START TASK MATERIAL

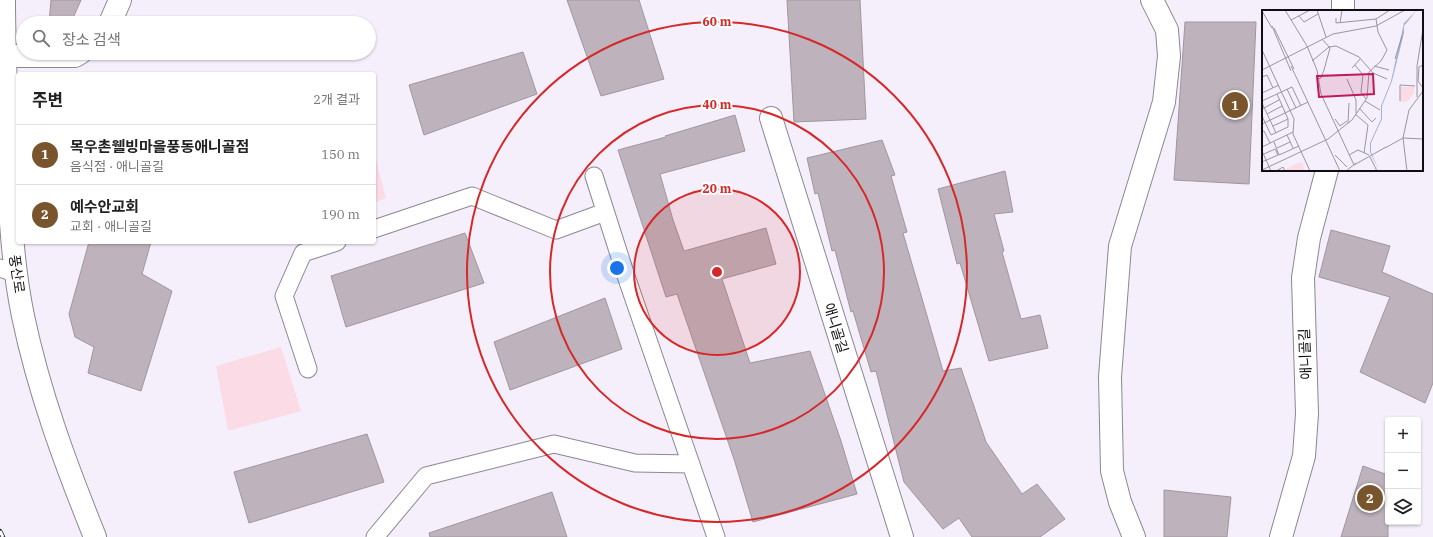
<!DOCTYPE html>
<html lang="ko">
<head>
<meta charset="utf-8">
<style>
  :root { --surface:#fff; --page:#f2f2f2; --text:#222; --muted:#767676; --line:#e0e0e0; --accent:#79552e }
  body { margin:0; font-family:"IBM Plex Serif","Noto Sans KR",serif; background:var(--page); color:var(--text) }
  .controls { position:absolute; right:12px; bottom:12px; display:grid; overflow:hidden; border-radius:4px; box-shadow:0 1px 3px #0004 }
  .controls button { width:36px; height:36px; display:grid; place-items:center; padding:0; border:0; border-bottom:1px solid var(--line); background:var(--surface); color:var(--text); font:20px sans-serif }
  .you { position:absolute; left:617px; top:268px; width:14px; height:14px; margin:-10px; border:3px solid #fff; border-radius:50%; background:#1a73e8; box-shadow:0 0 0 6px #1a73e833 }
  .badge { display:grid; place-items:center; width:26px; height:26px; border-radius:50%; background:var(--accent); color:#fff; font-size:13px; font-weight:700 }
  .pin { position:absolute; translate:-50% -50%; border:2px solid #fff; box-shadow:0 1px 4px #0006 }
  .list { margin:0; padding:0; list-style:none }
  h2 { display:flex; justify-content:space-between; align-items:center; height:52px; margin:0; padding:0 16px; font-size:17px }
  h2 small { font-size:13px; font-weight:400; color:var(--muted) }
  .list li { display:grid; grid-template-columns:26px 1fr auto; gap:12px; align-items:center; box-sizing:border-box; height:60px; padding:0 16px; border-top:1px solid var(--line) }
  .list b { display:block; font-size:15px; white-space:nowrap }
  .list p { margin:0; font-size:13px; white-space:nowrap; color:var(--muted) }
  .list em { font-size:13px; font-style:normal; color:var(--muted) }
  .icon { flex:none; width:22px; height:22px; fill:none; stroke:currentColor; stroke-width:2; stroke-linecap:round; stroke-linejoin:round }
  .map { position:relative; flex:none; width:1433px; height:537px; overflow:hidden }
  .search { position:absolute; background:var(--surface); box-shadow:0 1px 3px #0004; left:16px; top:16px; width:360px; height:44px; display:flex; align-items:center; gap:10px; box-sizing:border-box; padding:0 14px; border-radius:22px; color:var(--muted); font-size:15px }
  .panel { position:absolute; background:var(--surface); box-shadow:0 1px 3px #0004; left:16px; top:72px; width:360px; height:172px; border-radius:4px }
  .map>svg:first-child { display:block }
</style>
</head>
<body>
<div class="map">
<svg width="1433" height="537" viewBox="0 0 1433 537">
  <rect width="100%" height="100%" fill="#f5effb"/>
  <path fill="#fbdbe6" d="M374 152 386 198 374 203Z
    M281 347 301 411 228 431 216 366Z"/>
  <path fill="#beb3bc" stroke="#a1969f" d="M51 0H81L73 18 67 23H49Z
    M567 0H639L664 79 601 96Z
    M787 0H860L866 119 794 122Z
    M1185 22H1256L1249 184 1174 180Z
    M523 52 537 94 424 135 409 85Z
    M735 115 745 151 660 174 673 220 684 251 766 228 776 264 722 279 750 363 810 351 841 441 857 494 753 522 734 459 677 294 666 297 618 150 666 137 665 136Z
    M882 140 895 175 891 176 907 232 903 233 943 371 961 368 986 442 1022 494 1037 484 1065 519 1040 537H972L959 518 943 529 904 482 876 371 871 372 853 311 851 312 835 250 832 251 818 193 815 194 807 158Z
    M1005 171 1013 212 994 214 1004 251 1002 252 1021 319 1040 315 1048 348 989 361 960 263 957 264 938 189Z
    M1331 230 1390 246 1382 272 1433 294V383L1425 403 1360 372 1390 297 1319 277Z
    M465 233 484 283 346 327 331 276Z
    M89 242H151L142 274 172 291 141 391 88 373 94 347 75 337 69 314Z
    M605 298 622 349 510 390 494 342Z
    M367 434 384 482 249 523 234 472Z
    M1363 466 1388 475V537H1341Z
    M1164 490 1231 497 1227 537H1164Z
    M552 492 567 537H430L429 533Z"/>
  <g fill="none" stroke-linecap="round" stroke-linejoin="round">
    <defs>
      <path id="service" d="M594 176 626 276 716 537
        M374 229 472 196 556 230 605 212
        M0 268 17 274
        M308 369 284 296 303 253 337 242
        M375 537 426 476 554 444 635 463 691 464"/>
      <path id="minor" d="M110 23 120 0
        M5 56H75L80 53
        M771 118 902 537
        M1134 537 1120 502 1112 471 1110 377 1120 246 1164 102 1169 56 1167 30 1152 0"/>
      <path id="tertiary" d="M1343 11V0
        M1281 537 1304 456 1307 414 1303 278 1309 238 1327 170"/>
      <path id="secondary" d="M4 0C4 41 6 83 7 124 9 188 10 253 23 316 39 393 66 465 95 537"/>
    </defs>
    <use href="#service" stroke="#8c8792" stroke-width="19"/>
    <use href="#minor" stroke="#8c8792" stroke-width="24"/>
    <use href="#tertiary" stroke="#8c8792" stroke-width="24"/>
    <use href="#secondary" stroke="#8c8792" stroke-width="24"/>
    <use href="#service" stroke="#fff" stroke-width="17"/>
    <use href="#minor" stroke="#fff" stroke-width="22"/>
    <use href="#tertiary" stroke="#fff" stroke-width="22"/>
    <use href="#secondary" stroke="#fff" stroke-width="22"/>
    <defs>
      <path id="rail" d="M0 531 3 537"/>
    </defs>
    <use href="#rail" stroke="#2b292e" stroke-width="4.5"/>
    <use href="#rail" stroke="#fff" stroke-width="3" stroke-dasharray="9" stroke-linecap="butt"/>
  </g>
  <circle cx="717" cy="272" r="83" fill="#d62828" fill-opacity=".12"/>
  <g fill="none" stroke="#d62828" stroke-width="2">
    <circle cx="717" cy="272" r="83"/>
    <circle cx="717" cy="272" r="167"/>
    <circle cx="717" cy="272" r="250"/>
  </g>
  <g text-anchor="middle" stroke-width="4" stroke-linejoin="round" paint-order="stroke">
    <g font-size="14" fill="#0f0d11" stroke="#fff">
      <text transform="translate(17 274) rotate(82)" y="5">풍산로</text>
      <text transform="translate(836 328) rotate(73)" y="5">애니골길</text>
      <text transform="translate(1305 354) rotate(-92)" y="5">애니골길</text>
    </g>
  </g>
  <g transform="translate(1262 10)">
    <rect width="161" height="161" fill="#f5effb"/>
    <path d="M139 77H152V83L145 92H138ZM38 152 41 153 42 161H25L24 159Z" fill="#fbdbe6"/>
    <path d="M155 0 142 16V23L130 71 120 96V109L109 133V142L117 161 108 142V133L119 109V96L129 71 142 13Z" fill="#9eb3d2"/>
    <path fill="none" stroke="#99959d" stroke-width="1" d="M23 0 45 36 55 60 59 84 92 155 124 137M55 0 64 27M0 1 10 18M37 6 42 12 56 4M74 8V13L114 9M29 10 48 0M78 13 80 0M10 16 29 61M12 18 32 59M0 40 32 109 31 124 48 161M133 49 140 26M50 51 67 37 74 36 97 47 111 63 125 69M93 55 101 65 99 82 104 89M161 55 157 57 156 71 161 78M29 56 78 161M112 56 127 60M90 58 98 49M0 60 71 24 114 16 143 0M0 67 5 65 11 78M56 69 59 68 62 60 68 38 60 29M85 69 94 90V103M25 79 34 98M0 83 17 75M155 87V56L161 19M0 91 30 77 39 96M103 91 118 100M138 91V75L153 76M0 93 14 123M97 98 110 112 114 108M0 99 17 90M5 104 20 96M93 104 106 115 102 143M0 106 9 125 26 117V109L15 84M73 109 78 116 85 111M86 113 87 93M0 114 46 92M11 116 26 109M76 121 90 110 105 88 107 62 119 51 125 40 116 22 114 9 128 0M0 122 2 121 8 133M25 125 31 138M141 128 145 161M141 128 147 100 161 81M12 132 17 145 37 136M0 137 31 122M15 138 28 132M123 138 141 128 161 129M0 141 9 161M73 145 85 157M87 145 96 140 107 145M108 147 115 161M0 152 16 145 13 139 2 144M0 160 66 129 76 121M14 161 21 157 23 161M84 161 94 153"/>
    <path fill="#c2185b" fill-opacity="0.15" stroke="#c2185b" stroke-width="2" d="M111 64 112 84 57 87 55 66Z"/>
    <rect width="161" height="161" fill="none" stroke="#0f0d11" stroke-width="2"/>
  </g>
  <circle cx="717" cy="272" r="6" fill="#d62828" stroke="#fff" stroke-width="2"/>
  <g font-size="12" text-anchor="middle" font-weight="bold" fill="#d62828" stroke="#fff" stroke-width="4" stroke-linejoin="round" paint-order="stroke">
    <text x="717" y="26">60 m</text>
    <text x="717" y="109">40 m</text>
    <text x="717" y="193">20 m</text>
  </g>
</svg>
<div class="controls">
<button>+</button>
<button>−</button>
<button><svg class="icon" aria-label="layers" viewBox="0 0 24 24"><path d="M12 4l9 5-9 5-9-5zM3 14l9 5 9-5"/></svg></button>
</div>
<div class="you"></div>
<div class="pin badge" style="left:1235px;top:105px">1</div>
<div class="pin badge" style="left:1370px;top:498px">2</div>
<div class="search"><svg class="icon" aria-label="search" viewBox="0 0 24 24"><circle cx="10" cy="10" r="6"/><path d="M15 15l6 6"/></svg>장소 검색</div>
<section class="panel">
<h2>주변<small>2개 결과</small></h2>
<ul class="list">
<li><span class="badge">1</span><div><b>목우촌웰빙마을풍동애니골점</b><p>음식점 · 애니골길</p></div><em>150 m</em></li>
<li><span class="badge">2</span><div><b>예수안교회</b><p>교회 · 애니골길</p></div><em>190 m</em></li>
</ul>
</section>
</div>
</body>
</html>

END TASK MATERIAL
START TASK MATERIAL

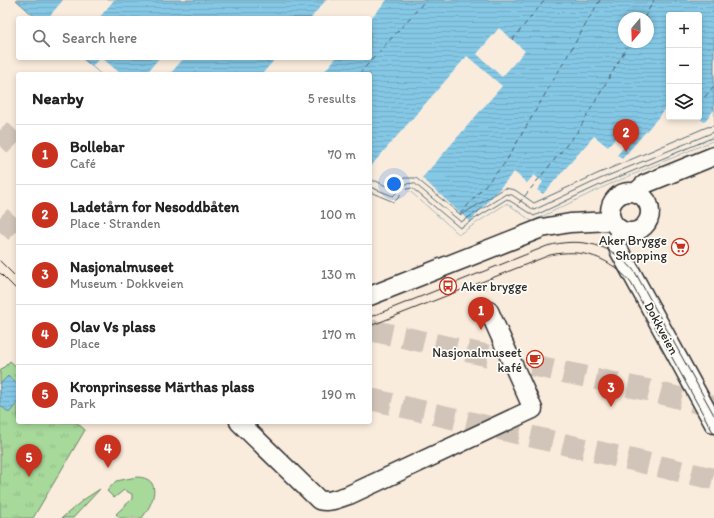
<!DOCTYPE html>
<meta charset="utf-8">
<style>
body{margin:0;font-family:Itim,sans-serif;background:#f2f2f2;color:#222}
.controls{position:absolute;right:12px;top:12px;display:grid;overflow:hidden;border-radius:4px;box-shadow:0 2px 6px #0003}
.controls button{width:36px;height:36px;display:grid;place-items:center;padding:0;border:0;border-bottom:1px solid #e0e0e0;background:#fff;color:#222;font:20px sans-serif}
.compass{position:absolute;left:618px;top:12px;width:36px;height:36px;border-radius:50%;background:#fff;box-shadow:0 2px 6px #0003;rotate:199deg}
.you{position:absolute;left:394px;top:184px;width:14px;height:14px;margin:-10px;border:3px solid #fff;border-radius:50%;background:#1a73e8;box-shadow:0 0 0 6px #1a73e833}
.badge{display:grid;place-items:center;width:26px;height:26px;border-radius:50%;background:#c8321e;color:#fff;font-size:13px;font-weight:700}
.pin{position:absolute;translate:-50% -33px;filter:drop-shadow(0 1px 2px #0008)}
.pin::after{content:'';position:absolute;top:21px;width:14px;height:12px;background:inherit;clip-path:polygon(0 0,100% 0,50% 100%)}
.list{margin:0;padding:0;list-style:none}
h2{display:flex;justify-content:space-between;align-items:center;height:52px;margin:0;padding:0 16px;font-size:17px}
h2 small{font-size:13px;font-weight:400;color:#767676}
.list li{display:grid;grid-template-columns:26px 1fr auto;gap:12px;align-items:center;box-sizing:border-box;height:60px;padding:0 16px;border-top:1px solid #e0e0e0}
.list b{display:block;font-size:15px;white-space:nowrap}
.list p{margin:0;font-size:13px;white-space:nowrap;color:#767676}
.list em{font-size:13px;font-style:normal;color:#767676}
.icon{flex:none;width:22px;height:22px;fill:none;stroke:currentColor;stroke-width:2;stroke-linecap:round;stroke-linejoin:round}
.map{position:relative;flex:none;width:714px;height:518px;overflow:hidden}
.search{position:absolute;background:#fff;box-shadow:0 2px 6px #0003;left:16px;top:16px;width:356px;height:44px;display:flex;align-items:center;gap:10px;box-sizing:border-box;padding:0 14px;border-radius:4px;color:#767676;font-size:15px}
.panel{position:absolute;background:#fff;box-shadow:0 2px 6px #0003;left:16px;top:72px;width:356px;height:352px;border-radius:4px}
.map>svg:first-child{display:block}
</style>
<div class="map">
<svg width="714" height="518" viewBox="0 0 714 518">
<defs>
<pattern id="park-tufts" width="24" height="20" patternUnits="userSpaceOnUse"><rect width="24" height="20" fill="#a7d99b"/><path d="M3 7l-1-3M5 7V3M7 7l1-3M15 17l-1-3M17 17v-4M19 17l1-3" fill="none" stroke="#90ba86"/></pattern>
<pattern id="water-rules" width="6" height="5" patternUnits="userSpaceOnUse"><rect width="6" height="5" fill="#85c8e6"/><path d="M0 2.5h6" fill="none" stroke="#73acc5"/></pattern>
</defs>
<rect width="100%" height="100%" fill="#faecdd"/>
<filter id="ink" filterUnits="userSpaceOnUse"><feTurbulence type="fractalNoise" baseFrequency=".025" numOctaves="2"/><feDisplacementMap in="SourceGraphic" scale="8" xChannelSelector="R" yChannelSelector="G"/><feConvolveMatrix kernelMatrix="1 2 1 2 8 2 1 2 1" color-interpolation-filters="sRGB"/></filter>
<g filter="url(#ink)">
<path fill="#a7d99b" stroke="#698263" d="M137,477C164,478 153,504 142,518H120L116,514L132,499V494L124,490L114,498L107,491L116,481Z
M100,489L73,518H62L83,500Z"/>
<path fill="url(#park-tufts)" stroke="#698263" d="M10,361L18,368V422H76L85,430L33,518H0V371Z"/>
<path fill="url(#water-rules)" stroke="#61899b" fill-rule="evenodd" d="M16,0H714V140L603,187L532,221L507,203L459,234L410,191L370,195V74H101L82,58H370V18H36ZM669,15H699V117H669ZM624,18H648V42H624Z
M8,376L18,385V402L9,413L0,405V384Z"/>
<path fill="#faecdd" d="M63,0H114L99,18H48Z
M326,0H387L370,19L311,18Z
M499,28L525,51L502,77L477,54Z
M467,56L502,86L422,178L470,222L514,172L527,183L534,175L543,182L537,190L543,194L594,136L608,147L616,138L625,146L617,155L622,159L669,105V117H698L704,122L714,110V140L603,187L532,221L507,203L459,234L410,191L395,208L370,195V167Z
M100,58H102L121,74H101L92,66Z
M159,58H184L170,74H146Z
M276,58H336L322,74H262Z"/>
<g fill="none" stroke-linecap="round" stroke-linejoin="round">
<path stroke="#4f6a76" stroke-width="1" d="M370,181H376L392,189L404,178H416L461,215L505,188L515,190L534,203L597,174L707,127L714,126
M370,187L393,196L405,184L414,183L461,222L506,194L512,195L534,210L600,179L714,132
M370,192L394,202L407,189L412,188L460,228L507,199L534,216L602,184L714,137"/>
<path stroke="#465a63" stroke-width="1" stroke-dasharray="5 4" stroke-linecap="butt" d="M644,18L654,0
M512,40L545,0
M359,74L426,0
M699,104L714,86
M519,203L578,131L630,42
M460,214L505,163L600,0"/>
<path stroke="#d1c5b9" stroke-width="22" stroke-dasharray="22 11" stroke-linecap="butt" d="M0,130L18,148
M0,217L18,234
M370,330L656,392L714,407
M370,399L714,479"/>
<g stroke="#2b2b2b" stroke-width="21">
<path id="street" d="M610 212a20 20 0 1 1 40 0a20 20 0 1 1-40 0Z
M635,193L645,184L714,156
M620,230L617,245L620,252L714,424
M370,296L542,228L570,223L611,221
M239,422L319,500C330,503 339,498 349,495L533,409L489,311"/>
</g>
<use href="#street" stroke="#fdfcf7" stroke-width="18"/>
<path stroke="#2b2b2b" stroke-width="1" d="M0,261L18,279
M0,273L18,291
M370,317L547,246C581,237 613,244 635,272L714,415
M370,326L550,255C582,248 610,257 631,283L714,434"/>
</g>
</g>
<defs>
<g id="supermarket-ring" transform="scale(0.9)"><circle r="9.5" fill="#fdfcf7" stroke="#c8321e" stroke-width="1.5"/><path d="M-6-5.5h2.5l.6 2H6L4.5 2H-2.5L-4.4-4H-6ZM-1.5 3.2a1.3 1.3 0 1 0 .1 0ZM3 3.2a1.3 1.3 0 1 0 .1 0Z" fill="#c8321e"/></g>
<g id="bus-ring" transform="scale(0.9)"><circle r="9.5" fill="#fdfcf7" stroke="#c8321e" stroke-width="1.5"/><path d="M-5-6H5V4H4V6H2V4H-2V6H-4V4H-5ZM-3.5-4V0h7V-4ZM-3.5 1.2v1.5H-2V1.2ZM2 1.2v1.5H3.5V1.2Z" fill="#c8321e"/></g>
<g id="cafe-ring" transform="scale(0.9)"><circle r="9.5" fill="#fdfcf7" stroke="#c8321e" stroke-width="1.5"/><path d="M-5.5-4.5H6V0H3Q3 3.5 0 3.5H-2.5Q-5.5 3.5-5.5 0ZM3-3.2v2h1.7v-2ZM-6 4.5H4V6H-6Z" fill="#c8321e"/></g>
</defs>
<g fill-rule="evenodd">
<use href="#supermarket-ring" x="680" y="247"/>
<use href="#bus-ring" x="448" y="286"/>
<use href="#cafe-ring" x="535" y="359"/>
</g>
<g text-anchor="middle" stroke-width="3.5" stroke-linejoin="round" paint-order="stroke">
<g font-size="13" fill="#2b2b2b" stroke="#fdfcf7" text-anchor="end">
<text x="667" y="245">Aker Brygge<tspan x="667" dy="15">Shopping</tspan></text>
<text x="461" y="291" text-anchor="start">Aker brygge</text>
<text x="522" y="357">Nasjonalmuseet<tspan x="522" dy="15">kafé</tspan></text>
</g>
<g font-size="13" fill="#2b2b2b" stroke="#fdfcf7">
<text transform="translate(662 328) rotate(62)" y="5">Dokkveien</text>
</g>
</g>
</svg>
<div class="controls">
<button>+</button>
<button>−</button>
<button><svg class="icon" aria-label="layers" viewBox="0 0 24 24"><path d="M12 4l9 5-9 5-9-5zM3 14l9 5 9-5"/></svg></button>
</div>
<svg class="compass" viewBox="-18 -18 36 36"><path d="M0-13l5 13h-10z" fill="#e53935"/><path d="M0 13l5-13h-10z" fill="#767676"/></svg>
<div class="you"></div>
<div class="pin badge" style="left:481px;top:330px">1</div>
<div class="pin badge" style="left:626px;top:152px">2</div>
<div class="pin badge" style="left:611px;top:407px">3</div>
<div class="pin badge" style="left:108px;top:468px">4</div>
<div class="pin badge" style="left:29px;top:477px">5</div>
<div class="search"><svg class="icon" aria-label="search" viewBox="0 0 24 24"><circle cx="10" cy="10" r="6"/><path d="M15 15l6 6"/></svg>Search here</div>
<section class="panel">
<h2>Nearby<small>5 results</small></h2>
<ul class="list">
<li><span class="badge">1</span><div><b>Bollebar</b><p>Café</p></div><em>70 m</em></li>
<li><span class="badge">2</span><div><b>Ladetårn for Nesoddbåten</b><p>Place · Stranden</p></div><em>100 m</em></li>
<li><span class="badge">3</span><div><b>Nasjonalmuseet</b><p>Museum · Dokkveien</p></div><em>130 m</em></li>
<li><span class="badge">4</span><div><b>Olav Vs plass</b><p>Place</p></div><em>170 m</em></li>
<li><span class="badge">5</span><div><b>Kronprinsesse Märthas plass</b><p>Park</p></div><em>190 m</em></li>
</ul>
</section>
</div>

END TASK MATERIAL

* **REQUIRED ACTION**
Search the records above for the word "filter", then say how many lines contain it. Give the number alone.

* **RESPONSE TO THE TASK**
3